Unzählige Bücher sind auf dem Markt und täglich werden es mehr. Wie soll man aus dieser Auswahl die richtige Lektüre für den Nachwuchs finden? Wir haben für Sie ein paar Vorschläge für jedes Alter zusammengestellt.

  • Für die Kleinsten: Die kleine Raupe Nimmersatt (Eric Carle)
    Vielleicht haben schon Sie zu Kinderzeiten in diesem Klassiker geblättert, denn die "Kleine Raupe Nimmersatt" gibt es nun bereits seit 47 Jahren. Die Geschichte um die gefräßige Raupe, die eine Woche lang isst um sich dann zu verpuppen und schließlich zu einem Schmetterling zu werden, ist durch die bunten Bilder schon für die Kleinsten verständlich. Löcher in den dicken Seiten aus Karton, die die Raupe gefressen hat, lassen sie noch anschaulicher werden.

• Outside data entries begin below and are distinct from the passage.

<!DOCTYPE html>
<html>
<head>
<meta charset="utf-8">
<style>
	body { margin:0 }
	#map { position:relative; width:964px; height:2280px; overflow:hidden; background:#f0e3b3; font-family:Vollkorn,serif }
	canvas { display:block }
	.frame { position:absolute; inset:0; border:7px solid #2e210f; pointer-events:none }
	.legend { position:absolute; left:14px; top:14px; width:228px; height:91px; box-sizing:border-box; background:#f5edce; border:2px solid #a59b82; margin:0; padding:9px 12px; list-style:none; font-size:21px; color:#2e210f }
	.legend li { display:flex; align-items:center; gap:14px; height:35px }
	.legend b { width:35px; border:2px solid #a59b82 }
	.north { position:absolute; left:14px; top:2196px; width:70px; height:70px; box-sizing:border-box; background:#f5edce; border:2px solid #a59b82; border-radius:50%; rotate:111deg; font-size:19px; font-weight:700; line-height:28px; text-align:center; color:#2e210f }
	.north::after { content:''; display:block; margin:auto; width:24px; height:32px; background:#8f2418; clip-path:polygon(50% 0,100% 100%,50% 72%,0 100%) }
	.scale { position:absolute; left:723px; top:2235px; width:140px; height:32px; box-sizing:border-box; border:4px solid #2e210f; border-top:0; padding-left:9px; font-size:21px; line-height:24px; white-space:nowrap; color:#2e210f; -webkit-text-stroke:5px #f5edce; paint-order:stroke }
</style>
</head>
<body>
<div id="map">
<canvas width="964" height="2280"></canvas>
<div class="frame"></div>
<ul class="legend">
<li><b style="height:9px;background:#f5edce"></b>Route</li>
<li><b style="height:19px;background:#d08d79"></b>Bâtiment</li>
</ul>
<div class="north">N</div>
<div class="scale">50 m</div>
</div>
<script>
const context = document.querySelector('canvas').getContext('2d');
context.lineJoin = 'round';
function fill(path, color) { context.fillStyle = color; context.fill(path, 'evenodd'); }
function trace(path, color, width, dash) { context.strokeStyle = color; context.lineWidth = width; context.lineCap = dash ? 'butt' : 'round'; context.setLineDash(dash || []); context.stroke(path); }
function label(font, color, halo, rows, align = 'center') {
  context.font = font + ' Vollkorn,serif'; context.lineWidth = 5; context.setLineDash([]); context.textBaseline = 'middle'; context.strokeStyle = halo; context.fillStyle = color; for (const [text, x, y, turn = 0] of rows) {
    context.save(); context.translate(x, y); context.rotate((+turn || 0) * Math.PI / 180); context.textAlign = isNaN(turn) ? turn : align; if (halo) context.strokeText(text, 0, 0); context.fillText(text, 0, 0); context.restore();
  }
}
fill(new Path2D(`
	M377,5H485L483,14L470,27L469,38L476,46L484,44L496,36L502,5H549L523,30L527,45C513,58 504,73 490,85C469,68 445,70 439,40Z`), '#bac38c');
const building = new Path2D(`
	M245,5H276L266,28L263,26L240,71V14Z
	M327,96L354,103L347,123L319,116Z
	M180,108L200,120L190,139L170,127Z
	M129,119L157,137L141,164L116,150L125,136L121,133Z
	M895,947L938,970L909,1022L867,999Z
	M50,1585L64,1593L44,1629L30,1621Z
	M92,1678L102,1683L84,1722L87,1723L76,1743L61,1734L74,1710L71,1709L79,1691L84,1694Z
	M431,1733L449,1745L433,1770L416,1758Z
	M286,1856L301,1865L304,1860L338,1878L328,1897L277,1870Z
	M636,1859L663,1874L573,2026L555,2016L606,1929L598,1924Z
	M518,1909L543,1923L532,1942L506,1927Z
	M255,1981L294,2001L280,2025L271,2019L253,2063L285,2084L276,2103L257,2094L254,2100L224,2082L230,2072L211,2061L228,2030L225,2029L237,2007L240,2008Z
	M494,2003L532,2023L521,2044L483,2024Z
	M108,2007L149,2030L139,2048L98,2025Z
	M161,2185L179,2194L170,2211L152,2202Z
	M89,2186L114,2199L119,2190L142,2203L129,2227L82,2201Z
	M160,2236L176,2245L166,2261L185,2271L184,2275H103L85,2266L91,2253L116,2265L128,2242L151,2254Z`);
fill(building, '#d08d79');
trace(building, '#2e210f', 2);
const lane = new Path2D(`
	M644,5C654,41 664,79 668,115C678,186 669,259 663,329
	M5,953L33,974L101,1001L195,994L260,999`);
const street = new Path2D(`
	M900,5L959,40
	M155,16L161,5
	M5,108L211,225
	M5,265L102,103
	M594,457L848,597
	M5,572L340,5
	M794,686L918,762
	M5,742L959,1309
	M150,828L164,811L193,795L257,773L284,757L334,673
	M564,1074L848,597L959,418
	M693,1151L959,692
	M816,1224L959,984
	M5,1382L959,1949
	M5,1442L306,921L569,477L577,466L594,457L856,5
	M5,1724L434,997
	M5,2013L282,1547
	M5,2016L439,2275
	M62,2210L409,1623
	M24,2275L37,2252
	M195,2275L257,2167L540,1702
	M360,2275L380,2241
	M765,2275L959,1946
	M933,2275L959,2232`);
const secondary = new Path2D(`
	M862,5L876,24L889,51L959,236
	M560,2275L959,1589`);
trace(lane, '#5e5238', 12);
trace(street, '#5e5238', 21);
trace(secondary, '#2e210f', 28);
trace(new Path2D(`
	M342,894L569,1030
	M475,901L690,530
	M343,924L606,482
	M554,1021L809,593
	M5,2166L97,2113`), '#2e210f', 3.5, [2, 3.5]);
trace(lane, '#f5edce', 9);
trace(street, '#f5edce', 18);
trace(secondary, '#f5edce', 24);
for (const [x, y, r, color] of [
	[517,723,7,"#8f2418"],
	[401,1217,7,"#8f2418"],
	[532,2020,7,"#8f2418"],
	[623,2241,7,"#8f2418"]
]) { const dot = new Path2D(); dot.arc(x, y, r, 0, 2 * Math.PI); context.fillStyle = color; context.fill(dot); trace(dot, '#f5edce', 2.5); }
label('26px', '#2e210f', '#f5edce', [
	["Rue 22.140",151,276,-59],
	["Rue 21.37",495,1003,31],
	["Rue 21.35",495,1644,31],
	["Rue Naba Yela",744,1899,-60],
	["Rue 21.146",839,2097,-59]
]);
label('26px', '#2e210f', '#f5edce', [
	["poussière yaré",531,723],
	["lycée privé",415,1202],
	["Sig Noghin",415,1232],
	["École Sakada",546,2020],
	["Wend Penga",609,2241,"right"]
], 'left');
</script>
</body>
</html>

  • Ab 3 Jahre: Was wir schon alles wissen (Birgit Antoni)
    Mit Büchern kann man spielerisch die Welt entdecken, das macht das Lernbuch „Was wir schon alles wissen“ deutlich. Kindergartenkinder entdecken hier Farben, Zahlen, Gegensätze und lernen etwas über die Zeit, während Sie verschiedene Felder aufklappen können.

  • Ab 6 Jahre: Die kleine Hexe (Ottfried Preußler)
    Wer kennt Sie nicht, "Die kleine Hexe“, die so gern mit den anderen an der Walpurgisnacht teilnehmen möchte? Um dies zu schaffen, soll sie ein Jahr lang zeigen, dass sie eine gute Hexe ist. Die Nachwuchs-Leser begleiten sie durch ein aufregendes Jahr und fiebern mit, ob sich ihr sehnlichster Wunsch zum Schluss erfüllt.

  • Ab 8 Jahre: Reiseführer für Tiere: Tiere unterwegs - von Ameise bis Zugvogel (Inga Marie Ramcke)
    Ihr Kind findet Sachbücher langweilig? Dann sollten Sie es einmal mit diesem versuchen, denn der "Reiseführer für Tiere" vermittelt Wissen anschaulich und unterhaltsam. Wie in einem richtigen Reiseführer erzählen die Reisenden – in diesem Fall die Tiere – von ihren Routen und geben z.B. Bewertungen für ihre Unterkünfte ab. So macht lernen Spaß!

  • Ab 10 Jahre: Arthur Unsichtbar und der Schrecken von Thorblefort Castle (Louise Arnold)
    Jetzt wird es schaurig! Die Geschichte um Arthur Unsichtbar ist schon etwas für die größeren Kinder. In ihr muss sich der Geist Arthur entscheiden, welche Art von Gespenst er sein will – und wird schließlich zum unsichtbaren Freund des Außenseiters Tom. Doch damit nicht genug, denn auf das ungleiche Duo warten noch einige Abenteuer.